The government could raise debt through a “blue bond” to implement the recommendations of the Sea Change — Tai Timu Tai Pari Hauraki Gulf marine spatial plan, especially through water upgrades and targeted changes to land use.
But this is where the issue of climate finance intersects with the broader issue of government spending. Will Ardern’s government continue with its strict self-imposed debt limit, or might “responsible fiscal management” be interpreted to include reducing the country’s exposure to climate-related risks?
After all, if prudence is the relevant virtue, then we surely fall short by leaving future generations with a fossil-dependent energy system and deficits in climate-resilient infrastructure.
Of course, the low-emissions transition should not be left to public spending alone.

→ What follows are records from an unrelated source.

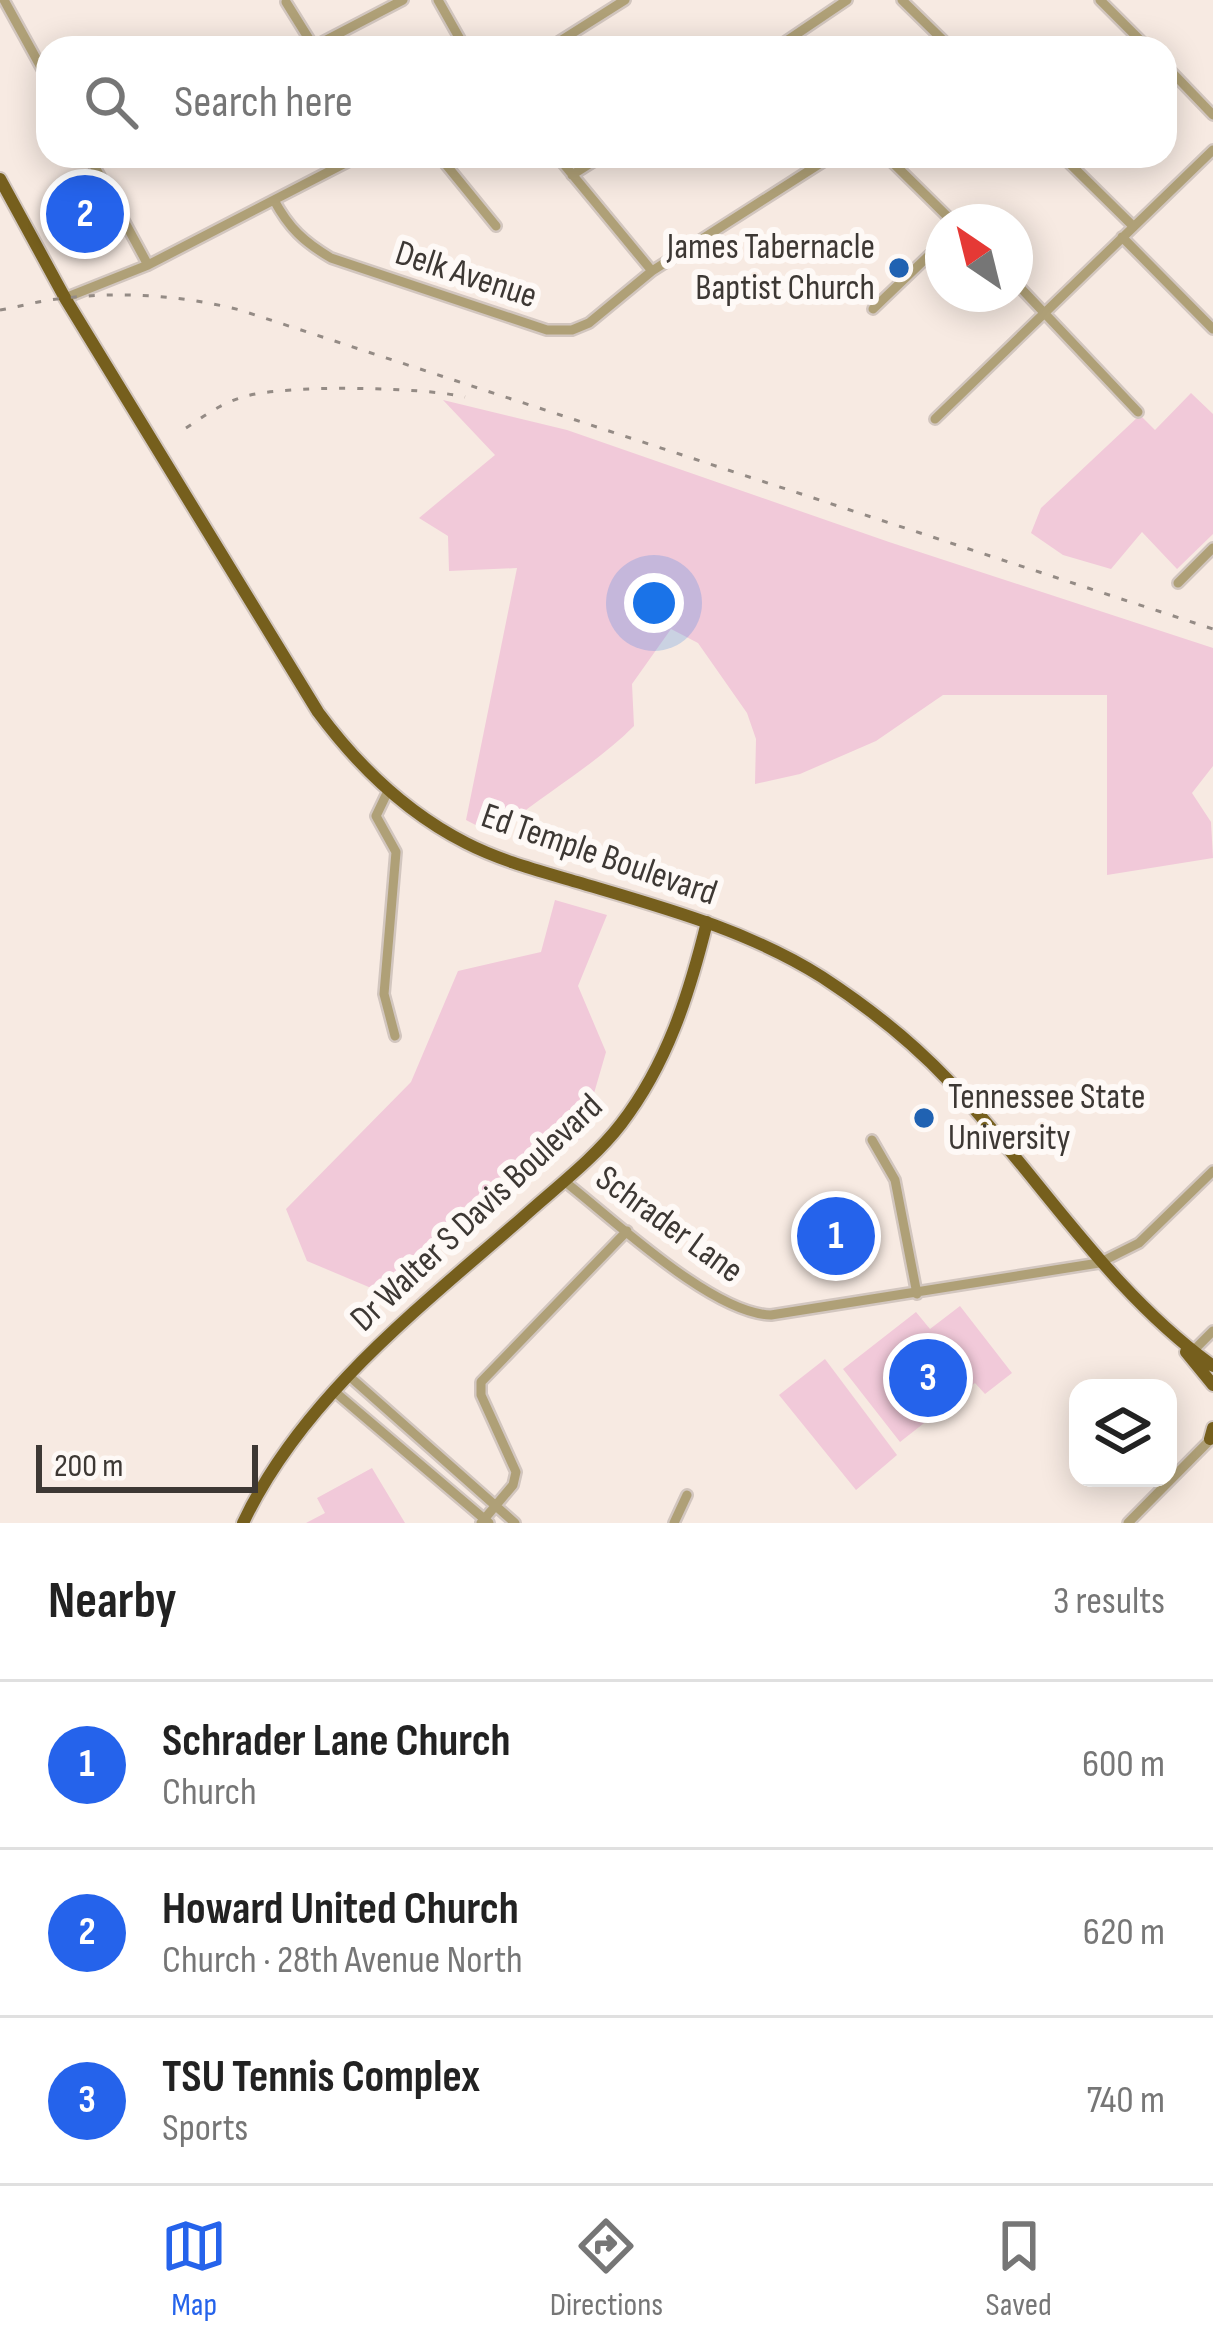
<!DOCTYPE html>
<html lang="en">
<head>
<meta charset="utf-8">
<style>
	:root { --surface:#fff; --page:#f6f6f6; --text:#222; --muted:#767676; --line:#e0e0e0; --accent:#2563eb }
	body { margin:0; font-family:"Sofia Sans Condensed",sans-serif; background:var(--page); color:var(--text) }
	.controls { position:absolute; right:36px; bottom:36px; display:grid; overflow:hidden; border-radius:24px; box-shadow:0 6px 30px #0003 }
	.controls button { width:108px; height:108px; display:grid; place-items:center; padding:0; border:0; border-bottom:3px solid var(--line); background:var(--surface); color:var(--text); font:60px sans-serif }
	.compass { position:absolute; left:925px; top:204px; width:108px; height:108px; border-radius:50%; background:var(--surface); box-shadow:0 6px 30px #0003; rotate:325deg }
	.scale { position:absolute; left:36px; bottom:30px; width:222px; box-sizing:border-box; padding-left:12px; border:6px solid #3d3834; border-top:0; font-size:33px; line-height:42px; white-space:nowrap; color:#3d3834; -webkit-text-stroke:9px #fef9f6; paint-order:stroke }
	.you { position:absolute; left:654px; top:603px; width:42px; height:42px; margin:-30px; border:9px solid #fff; border-radius:50%; background:#1a73e8; box-shadow:0 0 0 18px #1a73e833 }
	.badge { display:grid; place-items:center; width:78px; height:78px; border-radius:50%; background:var(--accent); color:#fff; font-size:39px; font-weight:700 }
	.pin { position:absolute; translate:-50% -50%; border:6px solid #fff; box-shadow:0 3px 12px #0006 }
	.list { margin:0; padding:0; list-style:none }
	h2 { display:flex; justify-content:space-between; align-items:center; height:156px; margin:0; padding:0 48px; font-size:51px }
	h2 small { font-size:39px; font-weight:400; color:var(--muted) }
	.list li { display:grid; grid-template-columns:78px 1fr auto; gap:36px; align-items:center; box-sizing:border-box; height:168px; padding:0 48px; border-top:3px solid var(--line) }
	.list b { display:block; font-size:45px; white-space:nowrap }
	.list p { margin:0; font-size:39px; white-space:nowrap; color:var(--muted) }
	.list em { font-size:39px; font-style:normal; color:var(--muted) }
	.icon { flex:none; width:66px; height:66px; fill:none; stroke:currentColor; stroke-width:2; stroke-linecap:round; stroke-linejoin:round }
	.map { position:relative; flex:none; width:1213px; height:1523px; overflow:hidden }
	.search { position:absolute; background:var(--surface); box-shadow:0 6px 30px #0003; left:36px; right:36px; top:36px; height:132px; display:flex; align-items:center; gap:30px; box-sizing:border-box; padding:0 42px; border-radius:36px; color:var(--muted); font-size:45px }
	.sheet { height:660px; background:var(--surface) }
	nav { display:flex; justify-content:space-around; align-items:center; box-sizing:border-box; height:168px; border-top:3px solid var(--line); background:var(--surface); font-size:33px; color:var(--muted) }
	nav a { display:grid; justify-items:center; gap:6px }
	nav .on { color:var(--accent) }
	.map>svg:first-child { display:block }
	.green { fill:#f1c9d9 }
	.lines { fill:none; stroke-linecap:round; stroke-linejoin:round }
	.minor-casing { stroke:#d2c6bf; stroke-width:14 }
	.major-casing { stroke:#d2c6bf; stroke-width:16 }
	.minor { stroke:#afa077; stroke-width:9 }
	.major { stroke:#765f1d; stroke-width:12 }
	.rail { stroke:#948b85; stroke-width:3; stroke-dasharray:6 12; stroke-linecap:butt }
	.poi-dot { fill:#2062b2; stroke:#fef9f6; stroke-width:4.5 }
	.labels { text-anchor:middle; dominant-baseline:central; stroke-width:12; stroke-linejoin:round; paint-order:stroke }
	.poi-label { font-size:36px; fill:#3d3834; stroke:#fef9f6; text-anchor:end }
	.street-label { font-size:36px; fill:#3d3834; stroke:#fef9f6 }
</style>
</head>
<body>
<div class="map">
<svg width="1213" height="1523" viewBox="0 0 1213 1523">
	<rect width="100%" height="100%" fill="#f7eae2"/>
	<!-- green -->
	<path class="green" d="M 1191,393 L 1213,414 L 1213,534 L 1177,569 L 1142,532 L 1111,569 L 1063,555 L 1031,533 L 1041,508 L 1140,415 L 1155,430 Z
		M 443,400 L 567,430 L 889,542 L 1213,648 L 1213,766 L 1192,793 L 1211,822 L 1213,858 L 1107,875 L 1107,695 L 943,695 L 876,741 L 800,774 L 755,784 L 756,739 L 747,713 L 698,643 L 671,629 L 632,684 L 634,726 C 592,768 539,796 495,835 L 466,820 L 517,568 L 449,571 L 448,536 L 419,518 L 495,455 Z
		M 555,900 L 607,915 L 578,986 L 606,1052 L 581,1138 L 383,1293 L 307,1261 L 286,1209 L 411,1082 L 458,971 L 541,952 Z
		M 960,1306 L 1012,1373 L 985,1394 L 975,1383 L 900,1442 L 843,1369 L 916,1312 L 930,1329 Z
		M 825,1359 L 897,1455 L 856,1490 L 779,1395 Z
		M 372,1468 L 405,1523 L 306,1523 L 325,1513 L 317,1498 Z"/>
	<g class="lines">
		<defs>
			<path id="minor" d="M 4,0 L 48,80
				M 438,0 L 465,48
				M 902,0 L 951,48
				M 1100,0 L 1148,48
				M 286,2 L 314,47
				M 311,48 L 403,0
				M 549,48 L 625,0
				M 776,48 L 847,0
				M 1165,65 L 1213,115
				M 89,156 L 148,265
				M 439,156 L 496,226
				M 557,156 L 652,271
				M 886,156 L 953,222
				M 1062,156 L 1133,226
				M 572,175 L 602,156
				M 274,200 C 289,228 304,242 331,258 L 547,330 L 572,330 L 589,323 L 652,271 L 832,156
				M 1122,237 L 1213,329
				M 1015,282 L 1138,412
				M 65,298 L 148,265 L 359,156
				M 873,309 L 943,242
				M 935,419 L 1213,150
				M 1178,583 L 1213,548
				M 388,791 L 376,816 L 396,852 L 384,994 L 395,1036
				M 872,1140 L 895,1180 L 917,1294
				M 564,1181 C 612,1218 712,1314 771,1315 L 1099,1263 L 1139,1243 L 1213,1171
				M 1193,1351 L 1213,1331
				M 349,1376 L 515,1523
				M 335,1392 L 489,1523
				M 481,1523 L 513,1485 L 516,1472 L 481,1395 L 481,1382 L 627,1231
				M 674,1523 L 687,1495
				M 1128,1523 L 1213,1437"/>
			<path id="major" d="M 0,179 L 65,298 L 318,712 C 358,766 405,812 466,843 C 501,861 540,871 577,882 C 661,907 748,930 822,977 C 868,1007 911,1041 948,1080 C 1039,1175 1105,1288 1213,1366
				M 1186,1352 L 1213,1385
				M 1210,1439 L 1213,1428
				M 243,1523 C 302,1398 419,1308 521,1219 C 554,1189 594,1159 621,1124 C 667,1064 689,995 707,922"/>
		</defs>
		<!-- minor casing -->
		<use href="#minor" class="minor-casing"/>
		<!-- major casing -->
		<use href="#major" class="major-casing"/>
		<!-- minor -->
		<use href="#minor" class="minor"/>
		<!-- major -->
		<use href="#major" class="major"/>
		<!-- rail -->
		<path class="rail" d="M 0,310 C 19,307 38,301 57,299 C 117,291 181,295 240,310 L 1213,629
			M 186,428 C 204,416 222,403 243,397 C 284,384 423,387 465,397"/>
	</g>
	<!-- markers -->
	<g class="poi-dot">
		<circle cx="899" cy="268" r="12"/>
		<circle cx="924" cy="1118" r="12"/>
	</g>
	<g class="labels">
		<!-- poi labels -->
		<g class="poi-label">
			<text x="875" y="247">James Tabernacle<tspan x="875" dy="41">Baptist Church</tspan></text>
			<text x="948" y="1097" text-anchor="start">Tennessee State<tspan x="948" dy="41">University</tspan></text>
		</g>
		<!-- street labels -->
		<g class="street-label">
			<text transform="translate(466 275) rotate(18)">Delk Avenue</text>
			<text transform="translate(599 855) rotate(19)">Ed Temple Boulevard</text>
			<text transform="translate(477 1213) rotate(-43)">Dr Walter S Davis Boulevard</text>
			<text transform="translate(669 1225) rotate(36)">Schrader Lane</text>
		</g>
	</g>
</svg>
<div class="controls">
<button><svg class="icon" aria-label="layers" viewBox="0 0 24 24"><path d="M12 4l9 5-9 5-9-5zM3 14l9 5 9-5"/></svg></button>
</div>
<svg class="compass" viewBox="-18 -18 36 36"><path d="M0-13l5 13h-10z" fill="#e53935"/><path d="M0 13l5-13h-10z" fill="#767676"/></svg>
<div class="scale">200 m</div>
<div class="you"></div>
<div class="pin badge" style="left:836px;top:1236px">1</div>
<div class="pin badge" style="left:85px;top:214px">2</div>
<div class="pin badge" style="left:928px;top:1378px">3</div>
<div class="search"><svg class="icon" aria-label="search" viewBox="0 0 24 24"><circle cx="10" cy="10" r="6"/><path d="M15 15l6 6"/></svg>Search here</div>
</div>
<section class="sheet">
<h2>Nearby<small>3 results</small></h2>
<ul class="list">
<li><span class="badge">1</span><div><b>Schrader Lane Church</b><p>Church</p></div><em>600 m</em></li>
<li><span class="badge">2</span><div><b>Howard United Church</b><p>Church · 28th Avenue North</p></div><em>620 m</em></li>
<li><span class="badge">3</span><div><b>TSU Tennis Complex</b><p>Sports</p></div><em>740 m</em></li>
</ul>
</section>
<nav>
<a class="on"><svg class="icon" aria-label="map" viewBox="0 0 24 24"><path d="M3 6l6-2 6 2 6-2v14l-6 2-6-2-6 2zM9 4v14M15 6v14"/></svg>Map</a>
<a><svg class="icon" aria-label="directions" viewBox="0 0 24 24"><path d="M12 3l9 9-9 9-9-9zM9 14v-3h6M13 9l2 2-2 2"/></svg>Directions</a>
<a><svg class="icon" aria-label="saved" viewBox="0 0 24 24"><path d="M7 4h10v16l-5-4-5 4z"/></svg>Saved</a>
</nav>
</body>
</html>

As the OECD has argued, private investment can create scale where constrained public sector budgets cannot. Moreover, private sector action is demanded on ethical grounds, in terms of private capital’s ability to pay, its contributions to past emissions and its gains from resource exploitation.
If capital and debt markets have a role to play, this doesn’t mean governments have no role in creating market solutions. On the contrary, the state has an integral role, not only as regulator but also as market maker.
It can play these roles well or poorly, but it cannot help but play them. The UK’s landmark Dasgupta Review details the tools governments have at their disposal to redirect the financial systems. These include taxes, subsidies, regulations, prohibitions, target setting, debt forgiveness, direct grants, technical assistance, credit enhancements, biodiversity offsetting schemes and payments for ecosystem services.
I believe a biodiversity payment is the single most effective lever to address the disadvantage natural ecosystems currently face relative to modified land uses.
Such a payment would monetise the value of biodiversity and enable communities to invest time and resources in successful restoration and conservation. This could be funded through emissions pricing, or an environmental footprint tax as proposed by the Tax Working Group.
New Zealand needs systemic change to produce an investable project pipeline in climate adaptation and nature-based solutions. Aotearoa Circle’s Sustainable Finance Forum produced a promising road map for changing mindsets, transforming the financial system and financing that transformation.
Only a few years ago, the climate finance landscape was largely bare, with only a few green shoots showing. This has since improved dramatically, with some genuine policy innovations such as making climate-related financial disclosures mandatory.
But the only real measure of success is the redirection of financial flows away from the problems and toward the solutions. We have some way to go yet.